§ Work request
If a line below contains the word "from", count it. Please give the total and nothing else.

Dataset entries

######

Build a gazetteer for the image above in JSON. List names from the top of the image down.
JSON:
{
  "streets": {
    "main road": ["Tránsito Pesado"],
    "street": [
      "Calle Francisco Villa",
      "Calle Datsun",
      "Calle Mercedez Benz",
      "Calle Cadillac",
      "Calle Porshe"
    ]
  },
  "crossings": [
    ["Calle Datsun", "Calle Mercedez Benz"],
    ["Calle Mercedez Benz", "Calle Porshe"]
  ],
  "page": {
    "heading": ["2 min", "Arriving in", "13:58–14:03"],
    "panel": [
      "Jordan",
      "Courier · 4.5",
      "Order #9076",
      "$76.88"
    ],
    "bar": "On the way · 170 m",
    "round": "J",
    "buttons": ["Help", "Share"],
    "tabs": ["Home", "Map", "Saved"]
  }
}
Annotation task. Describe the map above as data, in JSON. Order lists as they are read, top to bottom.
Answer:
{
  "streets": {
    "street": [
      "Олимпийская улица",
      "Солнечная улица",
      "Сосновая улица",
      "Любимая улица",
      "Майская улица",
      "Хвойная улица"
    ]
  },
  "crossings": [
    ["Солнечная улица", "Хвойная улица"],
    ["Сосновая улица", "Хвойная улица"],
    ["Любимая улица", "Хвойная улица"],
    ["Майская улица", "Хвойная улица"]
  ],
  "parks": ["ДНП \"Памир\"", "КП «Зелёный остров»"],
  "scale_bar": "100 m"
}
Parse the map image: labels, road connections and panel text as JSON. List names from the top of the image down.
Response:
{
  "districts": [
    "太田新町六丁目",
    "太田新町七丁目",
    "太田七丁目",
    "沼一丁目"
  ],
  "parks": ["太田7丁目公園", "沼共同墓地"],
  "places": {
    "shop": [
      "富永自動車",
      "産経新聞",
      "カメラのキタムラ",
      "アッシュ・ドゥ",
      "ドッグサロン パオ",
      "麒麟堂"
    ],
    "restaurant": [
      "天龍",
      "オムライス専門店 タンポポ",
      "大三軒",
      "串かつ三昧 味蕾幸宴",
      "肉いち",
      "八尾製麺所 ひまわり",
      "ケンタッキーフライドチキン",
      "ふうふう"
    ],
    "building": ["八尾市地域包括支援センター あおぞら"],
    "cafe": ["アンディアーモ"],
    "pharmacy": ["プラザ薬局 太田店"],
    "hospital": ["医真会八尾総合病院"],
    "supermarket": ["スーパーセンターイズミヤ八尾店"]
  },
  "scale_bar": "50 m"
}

######

§ The answer
2